Work to complete:
Below are some entries. Copy each line in them that holds "column".

++++++++++++++++++++

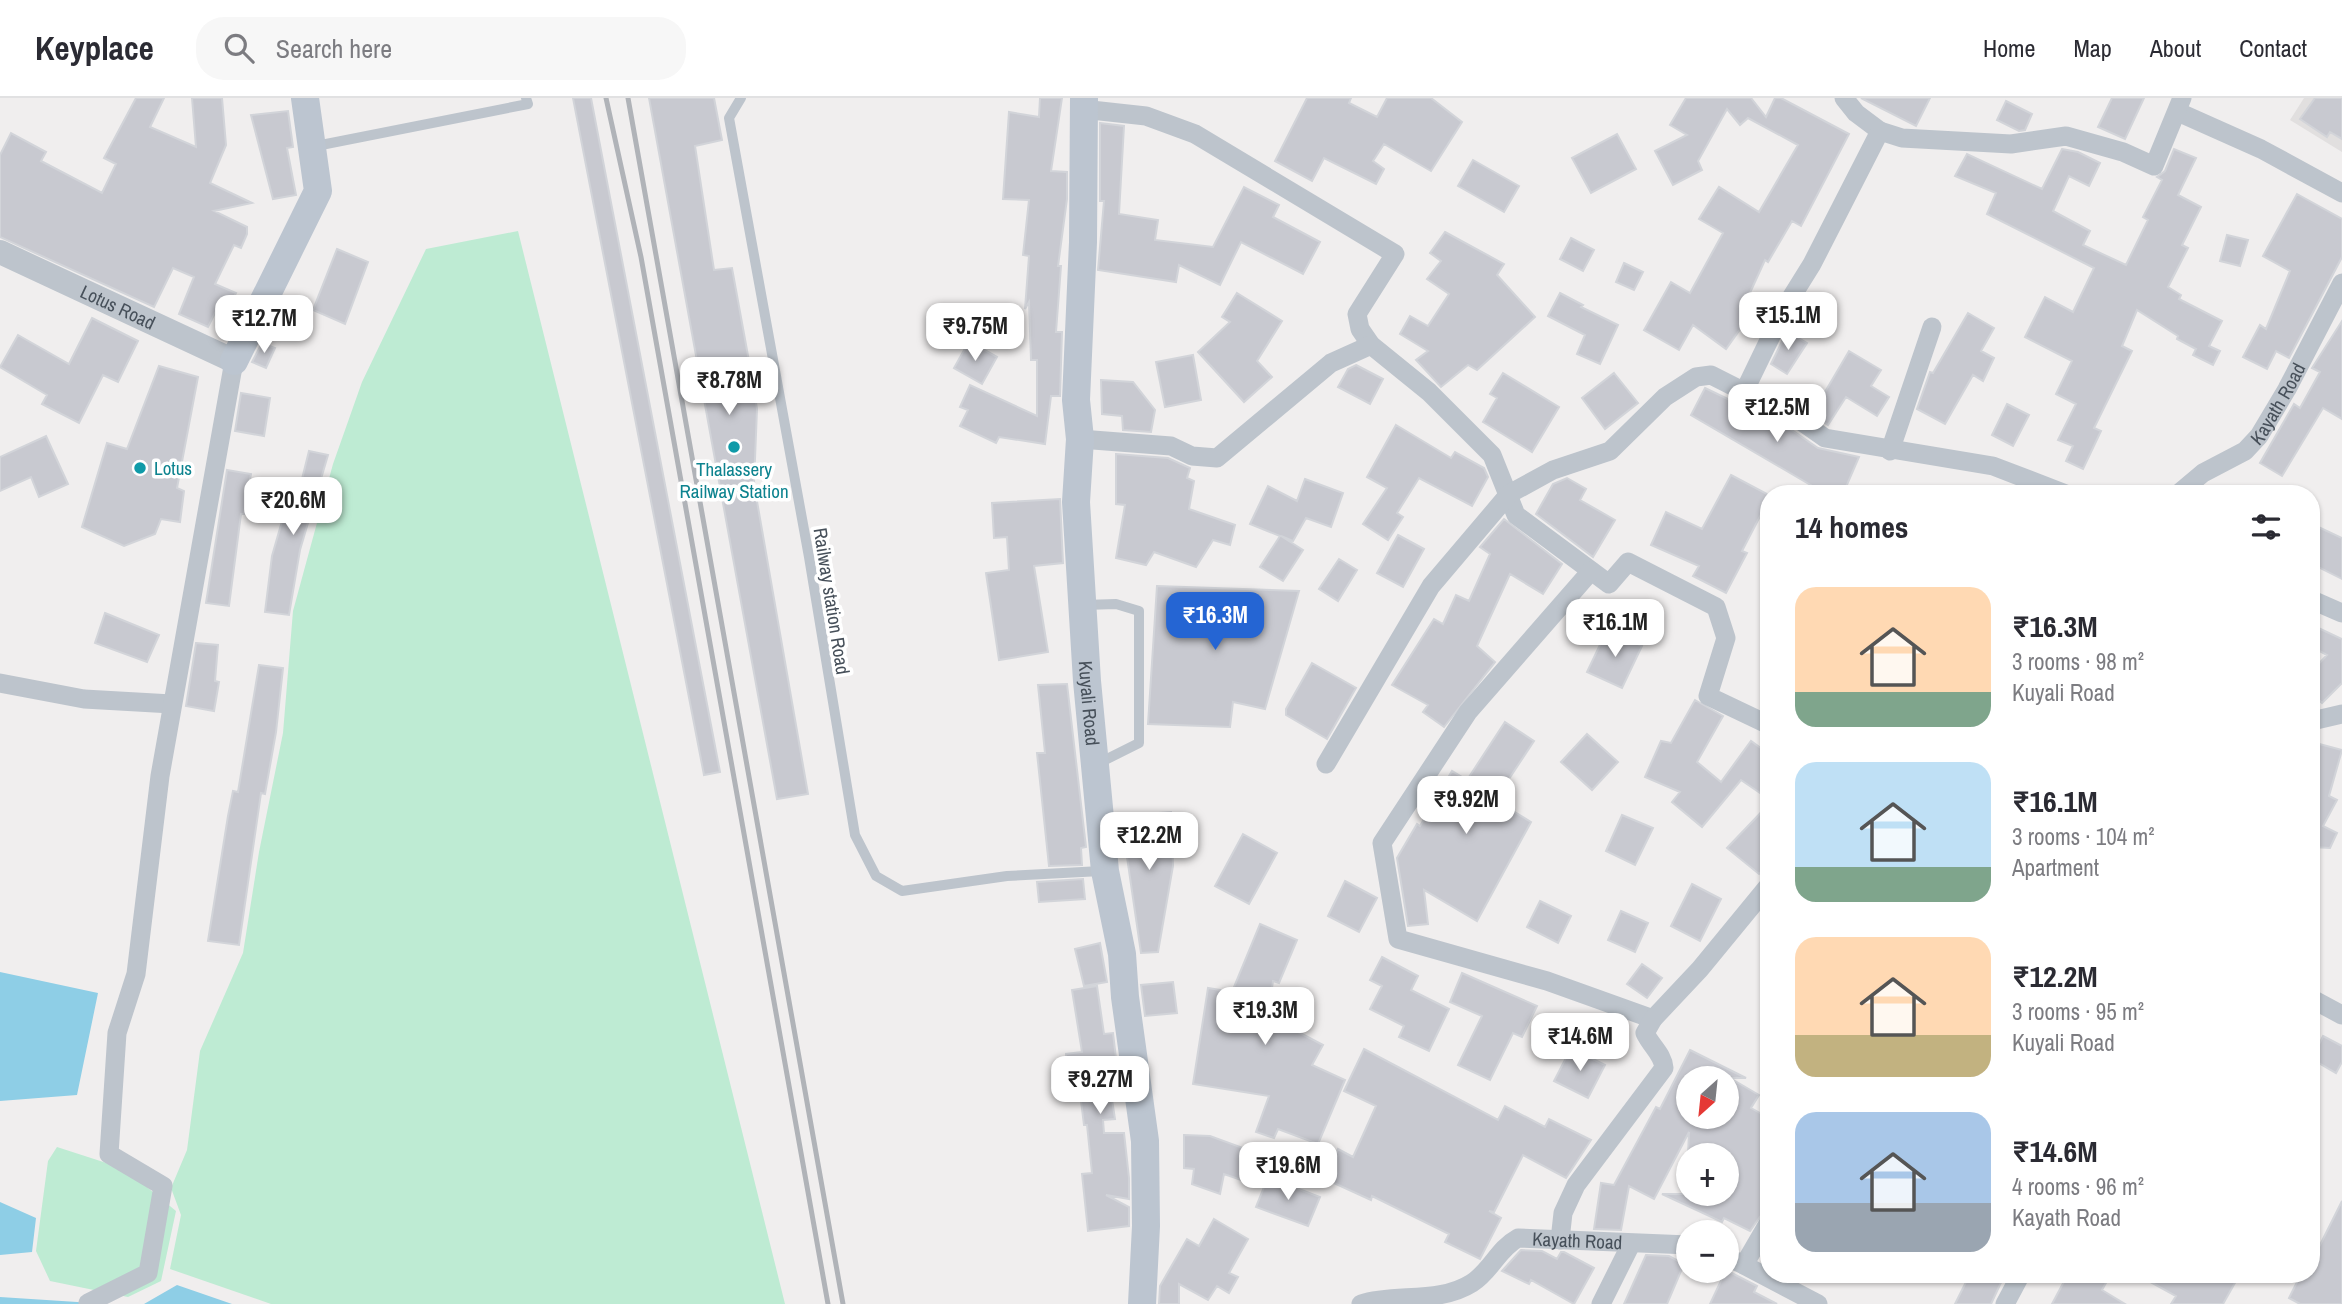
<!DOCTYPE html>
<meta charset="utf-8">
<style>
:root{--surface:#fff;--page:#f7f7f7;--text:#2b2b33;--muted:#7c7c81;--line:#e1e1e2;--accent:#2565d3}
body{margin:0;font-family:"Archivo Narrow",sans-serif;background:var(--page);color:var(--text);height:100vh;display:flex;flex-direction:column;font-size:26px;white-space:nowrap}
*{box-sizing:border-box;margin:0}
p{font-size:23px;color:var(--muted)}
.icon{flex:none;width:38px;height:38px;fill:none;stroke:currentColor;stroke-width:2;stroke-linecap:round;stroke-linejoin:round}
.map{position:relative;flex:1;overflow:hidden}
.sheet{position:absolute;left:1760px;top:387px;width:560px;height:798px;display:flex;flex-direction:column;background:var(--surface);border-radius:28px;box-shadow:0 2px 5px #0004}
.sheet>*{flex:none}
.needle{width:46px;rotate:207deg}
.fabs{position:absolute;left:1676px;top:968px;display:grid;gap:14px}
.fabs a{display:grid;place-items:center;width:63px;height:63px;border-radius:50%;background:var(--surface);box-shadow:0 2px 5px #0004;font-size:35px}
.price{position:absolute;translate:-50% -60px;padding:0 16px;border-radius:14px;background:#fff;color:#222;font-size:23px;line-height:46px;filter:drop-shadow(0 2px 4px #0008)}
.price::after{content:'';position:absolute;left:50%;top:42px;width:21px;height:16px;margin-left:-10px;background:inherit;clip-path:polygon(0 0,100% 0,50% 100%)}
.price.active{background:var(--accent);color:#fff}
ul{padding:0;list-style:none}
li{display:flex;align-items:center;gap:21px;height:175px;padding:0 35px}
li span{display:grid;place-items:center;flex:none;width:196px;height:140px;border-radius:21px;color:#555}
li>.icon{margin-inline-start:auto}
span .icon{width:84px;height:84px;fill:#fffc;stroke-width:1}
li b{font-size:30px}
h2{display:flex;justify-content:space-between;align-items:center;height:84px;padding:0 35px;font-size:30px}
header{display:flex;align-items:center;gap:42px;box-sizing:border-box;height:98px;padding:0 35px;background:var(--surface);border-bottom:2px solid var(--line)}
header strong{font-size:33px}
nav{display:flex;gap:38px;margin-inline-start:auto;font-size:24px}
.search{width:490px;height:63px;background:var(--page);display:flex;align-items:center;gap:18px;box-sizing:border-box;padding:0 24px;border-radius:28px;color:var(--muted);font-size:26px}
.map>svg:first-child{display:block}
</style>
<header>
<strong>Keyplace</strong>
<div class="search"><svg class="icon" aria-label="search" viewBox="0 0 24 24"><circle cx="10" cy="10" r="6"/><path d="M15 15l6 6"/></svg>Search here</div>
<nav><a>Home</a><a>Map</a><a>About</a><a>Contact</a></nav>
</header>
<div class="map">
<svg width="2342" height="1206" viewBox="0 0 2342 1206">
<rect width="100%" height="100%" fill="#f0eeee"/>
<path fill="#e1dfdf" d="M2304 0H2342V54L2290 22Z"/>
<path fill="#beebd3" d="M518 133 785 1206H271L170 1171 181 1117 171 1090 187 1052 200 953 243 855 259 754 283 635 293 513 333 366 362 284 426 151Z
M57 1049 125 1071 176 1113 161 1183 128 1199 50 1183 36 1153 48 1063Z"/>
<path fill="#8ecee6" d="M0 874 98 895 77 997 0 1003Z
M0 1104 36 1120 32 1154 0 1157Z
M177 1187 232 1206H144Z
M0 1199 108 1206H0Z"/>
<path fill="#c8c9d0" stroke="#d2d4d9" stroke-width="2" fill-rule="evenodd" d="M136 0H164L150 29 196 49 192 0H222L226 47 210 85 252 105 214 113 247 129V136L241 150 234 147 215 186 236 195 228 211 219 207 208 229 179 216 194 179 173 170 154 209 0 139V57L11 35 46 54 41 63 102 95 116 66 104 60Z
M573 0H591L720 674 704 677Z
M649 0H714L722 42 695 48 714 172 732 170 753 285 757 311 754 386 808 696 777 701Z
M1040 0H1062L1051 73 1067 74V101L1058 168H1061L1056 234H1062L1060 298H1051L1045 346 999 339 996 345 960 328 968 312 960 309 970 287 1037 318V262H1031L1029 204 1025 211 1029 158 1023 157 1029 102 1003 101 1009 14 1039 19Z
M1307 0H1351L1349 5 1377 19 1387 0H1431L1462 24 1431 73 1384 46 1373 63 1384 71 1376 86 1324 60 1312 83 1275 63Z
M1686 0H1751L1766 19 1775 0H1781L1849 36 1801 128 1792 123 1768 164 1765 162 1743 210 1751 216 1726 251 1693 227 1679 252 1644 232 1671 184 1690 195 1723 135 1699 121 1719 89 1759 114 1798 47 1748 20 1740 27 1727 11 1698 63 1702 72 1673 87 1655 53 1687 37 1670 27Z
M1861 0H1930L1916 28Z
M2112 0H2144L2125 41 2098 29Z
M2315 0H2342V41L2330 34 2327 39 2300 21Z
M2006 3 2032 16 2025 32 2019 33 1997 22Z
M288 13 293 49 287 50 296 97 273 101 251 17Z
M1100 25 1124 28 1119 116 1158 122 1155 142 1213 149 1244 89 1279 107 1273 119 1320 144 1303 176 1241 144 1220 187 1179 167 1176 184 1098 172 1104 103H1100Z
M1617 36 1636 71 1591 95 1572 60Z
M2062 51 2078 54 2100 65 2089 88 2069 78 2053 113 2090 133 2083 147 2126 167 2148 122 2143 119 2162 82 2157 79 2165 73 2174 51 2196 60 2178 97 2201 109 2182 147 2188 150 2168 189 2181 197 2179 201 2222 223 2209 248 2220 253 2213 267 2193 257 2196 251 2177 241 2178 238 2137 212 2122 248 2132 253 2094 330 2101 333 2083 371 2066 363 2073 348 2058 342 2076 306 2056 296 2072 263 2025 239 2045 199 2073 214 2094 170 1987 116 1996 95 1955 78 1967 56 2042 91Z
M1473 62 1519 88 1504 114 1458 88Z
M2297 96 2342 121V159L2289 260 2276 253 2267 271 2243 259 2260 227 2266 231 2290 173 2263 158Z
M1445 134 1504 166 1497 177 1535 219 1477 272 1468 267 1441 289 1416 262 1428 253 1400 236 1410 218 1428 228 1449 196 1427 181 1441 163 1430 155Z
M2227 137 2248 142 2240 168 2220 163Z
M1571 140 1594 152 1583 173 1560 161Z
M337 151 368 164 345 226 313 212Z
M1624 165 1643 174 1634 192 1616 184Z
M1237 195 1282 223 1257 263 1272 279 1244 304 1198 254 1230 224 1222 219Z
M1560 195 1583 207 1581 209 1618 227 1600 266 1577 256 1585 237 1548 218Z
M1968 215 1994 230 1981 253 1994 260 1983 283 1973 277 1945 326 1917 311 1930 274 1933 275Z
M92 220 138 243 118 284 103 277 79 325 42 306 47 297 0 269 18 237 69 266Z
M2342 223V321L2323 310 2282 378 2260 365 2294 306 2300 310 2320 274 2312 270Z
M1787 233 1807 245 1787 276 1771 266Z
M969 243 997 259 982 286 954 270Z
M262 245 275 250 266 270 252 264Z
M1849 253 1881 272 1871 288 1889 299 1877 318 1846 299 1828 327 1812 316Z
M1193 257 1201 302 1165 309 1156 264Z
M1356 267 1383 281 1370 306 1338 289 1348 271Z
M159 268 198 279 177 390 184 393 180 424 161 421 155 436 124 448 82 429 107 345 127 351Z
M1503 275 1559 309 1532 354 1483 324 1497 300 1490 296Z
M1614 275 1638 305 1605 331 1582 300Z
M1101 282 1133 284 1155 312 1151 334 1123 332 1122 318 1102 316Z
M1705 290 1792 332 1818 350 1859 359 1843 396H1826L1691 317Z
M241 295 270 300 264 338 235 333Z
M2007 306 2029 317 2013 348 1992 337Z
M1396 327 1451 360 1455 354 1484 370 1488 379 1472 408 1419 380 1397 415 1403 419 1388 442 1363 426 1387 390 1367 379Z
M46 338 68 386 39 399 31 379 0 393V359Z
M309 353 328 357 300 452 289 517 265 514 272 458 289 399 297 401Z
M1116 356 1168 360 1190 370 1187 380 1194 383 1189 411 1235 427 1230 447 1213 442 1196 469 1154 454 1146 467 1116 460 1125 407 1116 406Z
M227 372 251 376 244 416H241L229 508 206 505Z
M1731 377 1769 397V401L1742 453 1747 455 1726 495 1693 478 1699 468 1651 447 1666 414 1702 431Z
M1567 380 1586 391 1580 402 1615 422 1593 459 1536 416 1553 386Z
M1305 381 1343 395 1331 429 1306 420 1293 443 1281 438 1303 452 1283 483 1260 469 1280 438 1250 426 1268 388 1297 403Z
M1060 401 1063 465 1034 468 1048 554 999 562 986 475 1009 472 1007 439 994 440 992 405Z
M1504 421 1562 466 1543 496 1510 476 1477 548 1495 564 1444 629 1423 614 1428 607 1392 587 1434 521 1443 526 1456 497 1469 503 1490 456 1480 449Z
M2312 426 2342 440V481L2312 466Z
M1398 437 1424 451 1403 489 1377 475Z
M1339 461 1357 472 1338 503 1319 491Z
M1157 488 1299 493 1265 611 1233 604 1230 629 1148 626Z
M105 515 159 537 147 564 95 545Z
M2312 527 2342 541V585L2322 605 2312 595V573L2327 557 2312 549Z
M1607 532 1642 548 1622 590 1587 574Z
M196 545 218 547 215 583 219 584 214 613 186 608Z
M1312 565 1356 590 1327 641 1286 617V611Z
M259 567 283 570 276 634 265 696 261 695 239 847 208 843 228 718 233 693 238 694Z
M1067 586 1086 749 1081 750 1082 767 1049 768 1037 655H1045L1038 587Z
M1695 602 1723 618 1697 664 1721 684 1751 643 1769 656V701L1741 682 1702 729 1672 704 1680 694 1645 679 1661 643 1671 645Z
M1505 624 1534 643 1495 702 1531 724 1477 823 1424 792 1428 826 1408 828 1397 760 1417 726 1420 728 1452 673 1467 682Z
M1587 636 1618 664 1592 692 1561 664Z
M2312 644 2342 652 2329 698 2337 702 2323 728 2337 735 2330 750 2312 749Z
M1769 706V765L1759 776 1727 750Z
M1171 714 1173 768 1158 854 1141 855 1121 718Z
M1622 717 1653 730 1635 767 1606 753Z
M1243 736 1277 755 1249 806 1215 788Z
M1083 781 1085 801 1039 804 1037 784Z
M1345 783 1377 800 1359 834 1328 818Z
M1692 786 1721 801 1700 843 1671 828Z
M1540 803 1571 818 1558 845 1527 829Z
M1621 813 1648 825 1635 854 1608 842Z
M1260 826 1297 842 1279 885 1273 883 1268 918 1323 947 1312 967 1345 982 1318 1046 1278 1031 1274 1040 1256 1034 1269 998 1193 986 1208 890 1232 894Z
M1100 845 1107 884 1084 888 1075 851Z
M1382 859 1418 878 1411 892 1449 911 1429 953 1399 939 1404 928 1370 911 1382 888 1370 882Z
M1642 866 1662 880 1647 900 1627 886Z
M1462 875 1537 908 1522 939 1513 935 1490 982 1458 967 1482 918 1450 904Z
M1173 884 1177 915 1145 918 1141 887Z
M1097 888 1104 936 1113 935 1120 994 1111 995 1115 1021 1103 1022 1104 1035H1124L1129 1080V1101L1106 1097 1129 1109V1128L1088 1133 1082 1076 1092 1075 1087 1027H1084L1077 971 1067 972 1066 956 1082 954 1072 892Z
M2323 938 2342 948V964L2336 975 2312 961Z
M1571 950 1605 967 1588 1000 1554 983Z
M1364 951 1498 1022 1505 1008 1545 1029 1549 1021 1591 1042 1566 1080 1523 1057 1494 1114 1489 1113 1501 1120 1480 1161 1445 1144 1449 1136 1372 1098 1371 1102 1325 1081 1338 1051 1353 1059 1376 1008 1344 993Z
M1690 952 1746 980H1730L1759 997 1751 1010 1769 1020V1101L1764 1113 1750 1133 1724 1120 1722 1124 1662 1096H1727V1057H1688L1689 1034 1654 1101 1629 1088 1621 1132 1594 1131 1601 1085 1614 1087 1656 1009 1660 1011ZM1689 980H1727V1018H1689Z
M1184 1037 1210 1038 1254 1054 1244 1083 1224 1076 1220 1096 1192 1086 1194 1071 1184 1070Z
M1268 1079 1320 1099 1308 1128 1256 1109Z
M2342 1103V1206H2300L2289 1200 2301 1176H2312V1163Z
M1214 1121 1248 1141 1229 1175 1238 1179 1229 1195 1217 1188 1208 1202 1179 1186V1206H1159L1160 1188 1187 1141 1199 1148Z
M1521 1152 1542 1153 1557 1161 1561 1154H1564L1594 1170 1574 1206 1531 1182 1529 1186 1502 1173Z
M1646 1157 1669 1158 1684 1166 1667 1206H1624Z
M1726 1172 1757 1188 1754 1194 1777 1206H1710Z
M1970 1176H2005L1991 1206H1955Z
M2068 1176H2111L2102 1192 2125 1206H2052Z
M2136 1176H2240L2223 1206H2171L2176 1198Z"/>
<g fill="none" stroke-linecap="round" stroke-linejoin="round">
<path stroke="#bdc4cc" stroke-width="10" d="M741 0 729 20 809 459 855 737 876 778 902 793 1007 778 1101 773
M316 48 528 6 526 0
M1084 507 1116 506 1139 513V645L1099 665"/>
<g stroke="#bdc4cc" stroke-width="19">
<path d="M1844 0 1856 15 1880 33"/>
<path d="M1082 11 1146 18 1195 36 1395 156 1357 216 1360 231 1371 247 1429 294 1492 357 1516 417 1609 486 1628 464 1716 509 1726 540 1708 598 1769 627"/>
<path d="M2178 14 2261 51 2342 95"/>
<path d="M1744 294 1784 211 1812 166 1880 33 1902 40 2011 46 2066 38 2123 54 2154 68 2182 0"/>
<path d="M1080 341 1171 348 1192 358 1217 360 1331 265 1371 247"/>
<path d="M1890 353 1932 229"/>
<path id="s1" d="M2178 396 2203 375 2245 353 2259 338 2287 291 2342 185"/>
<path d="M1591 473 1468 614 1382 745 1398 841 1547 883 1653 921"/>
<path d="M2312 502 2342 515"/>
<path d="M0 585 84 601 172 606"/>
<path d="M2312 623 2342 616"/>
<path d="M1326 666 1431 488 1509 396 1553 372 1610 353 1665 299 1696 279 1711 277 1798 321 1825 340 1993 368 2066 396"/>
<path d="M2312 901 2342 917"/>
<path d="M1560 1142 1563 1115 1576 1087 1664 970C1663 956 1651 948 1645 935L1653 921 1700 871 1769 787"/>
<path d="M1727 1159 1744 1167 1769 1124"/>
<path d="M1744 1167 1818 1206"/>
<path d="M88 1205 148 1175 163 1088 109 1056 117 935 136 876 160 678 234 263"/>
<path id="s2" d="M1361 1206C1396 1195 1439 1206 1472 1185 1491 1173 1498 1151 1518 1140L1689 1147"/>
<path d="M1601 1206 1631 1146"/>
<path d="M2005 1206 2021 1176"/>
</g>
<path stroke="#bdc4cc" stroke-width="24" id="s3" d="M0 154 234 263"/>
<g stroke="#bcc5d0" stroke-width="28">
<path id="s4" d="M1084 0 1083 144 1076 302 1080 341 1076 404 1087 583 1105 773 1122 856 1125 899 1145 1043 1146 1128 1142 1206"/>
<path d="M234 263 318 93 305 0"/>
</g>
<path stroke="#b0b3b8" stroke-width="5" d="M606 0 641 159 828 1206
M628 0 843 1206"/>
</g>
<g fill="#0f9aa8" stroke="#fff" stroke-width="2.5">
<circle cx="734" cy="349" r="7"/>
<circle cx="140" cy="370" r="7"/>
</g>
<g text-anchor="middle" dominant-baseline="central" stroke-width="7" stroke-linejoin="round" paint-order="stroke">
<g font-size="19" fill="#47505a" stroke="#fff">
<text stroke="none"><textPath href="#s3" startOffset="130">Lotus Road</textPath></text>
<text stroke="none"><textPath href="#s1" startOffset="138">Kayath Road</textPath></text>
<text transform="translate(832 503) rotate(81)">Railway station Road</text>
<text stroke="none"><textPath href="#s4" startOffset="606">Kuyali Road</textPath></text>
<text stroke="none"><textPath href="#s2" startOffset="238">Kayath Road</textPath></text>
</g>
<g font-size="19" fill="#0d838f" stroke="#fff" text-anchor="start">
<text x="154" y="370">Lotus</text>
<text x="734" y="371" text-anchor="middle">Thalassery<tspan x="734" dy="22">Railway Station</tspan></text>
</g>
</g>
</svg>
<div class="fabs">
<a><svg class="needle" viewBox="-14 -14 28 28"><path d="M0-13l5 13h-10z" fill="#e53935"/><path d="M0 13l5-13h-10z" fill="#7c7c81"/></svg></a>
<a>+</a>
<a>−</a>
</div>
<b class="price" style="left:1788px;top:254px">₹15.1M</b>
<b class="price" style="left:264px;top:257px">₹12.7M</b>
<b class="price" style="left:975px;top:265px">₹9.75M</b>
<b class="price" style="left:729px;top:319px">₹8.78M</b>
<b class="price" style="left:1777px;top:346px">₹12.5M</b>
<b class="price" style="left:293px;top:439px">₹20.6M</b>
<b class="price active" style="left:1215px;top:554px">₹16.3M</b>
<b class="price" style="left:1615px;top:561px">₹16.1M</b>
<b class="price" style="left:1466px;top:738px">₹9.92M</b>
<b class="price" style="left:1149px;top:774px">₹12.2M</b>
<b class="price" style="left:1265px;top:949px">₹19.3M</b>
<b class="price" style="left:1580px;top:975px">₹14.6M</b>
<b class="price" style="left:1100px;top:1018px">₹9.27M</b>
<b class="price" style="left:1288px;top:1104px">₹19.6M</b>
<section class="sheet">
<h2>14 homes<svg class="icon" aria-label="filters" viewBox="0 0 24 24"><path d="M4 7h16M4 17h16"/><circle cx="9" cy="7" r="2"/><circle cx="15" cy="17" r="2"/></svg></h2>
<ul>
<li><span style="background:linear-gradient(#ffd9b3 75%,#7fa58c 0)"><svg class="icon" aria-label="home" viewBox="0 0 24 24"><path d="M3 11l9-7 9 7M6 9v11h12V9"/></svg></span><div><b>₹16.3M</b><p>3 rooms · 98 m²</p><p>Kuyali Road</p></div></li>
<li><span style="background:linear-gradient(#bfe0f5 75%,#7fa58c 0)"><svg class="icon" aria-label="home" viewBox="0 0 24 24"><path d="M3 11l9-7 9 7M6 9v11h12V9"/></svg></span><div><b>₹16.1M</b><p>3 rooms · 104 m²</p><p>Apartment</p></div></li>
<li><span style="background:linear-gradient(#ffd9b3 70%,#c2b280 0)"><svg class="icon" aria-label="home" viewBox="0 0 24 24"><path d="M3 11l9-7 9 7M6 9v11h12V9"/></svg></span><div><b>₹12.2M</b><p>3 rooms · 95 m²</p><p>Kuyali Road</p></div></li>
<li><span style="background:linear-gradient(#a9c7e8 65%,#9aa5b1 0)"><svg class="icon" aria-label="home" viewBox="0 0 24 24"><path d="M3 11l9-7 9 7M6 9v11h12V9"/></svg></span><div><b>₹14.6M</b><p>4 rooms · 96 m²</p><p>Kayath Road</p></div></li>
</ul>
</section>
</div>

++++++++++++++++++++

Solution for this exercise:
body{margin:0;font-family:"Archivo Narrow",sans-serif;background:var(--page);color:var(--text);height:100vh;display:flex;flex-direction:column;font-size:26px;white-space:nowrap}
.sheet{position:absolute;left:1760px;top:387px;width:560px;height:798px;display:flex;flex-direction:column;background:var(--surface);border-radius:28px;box-shadow:0 2px 5px #0004}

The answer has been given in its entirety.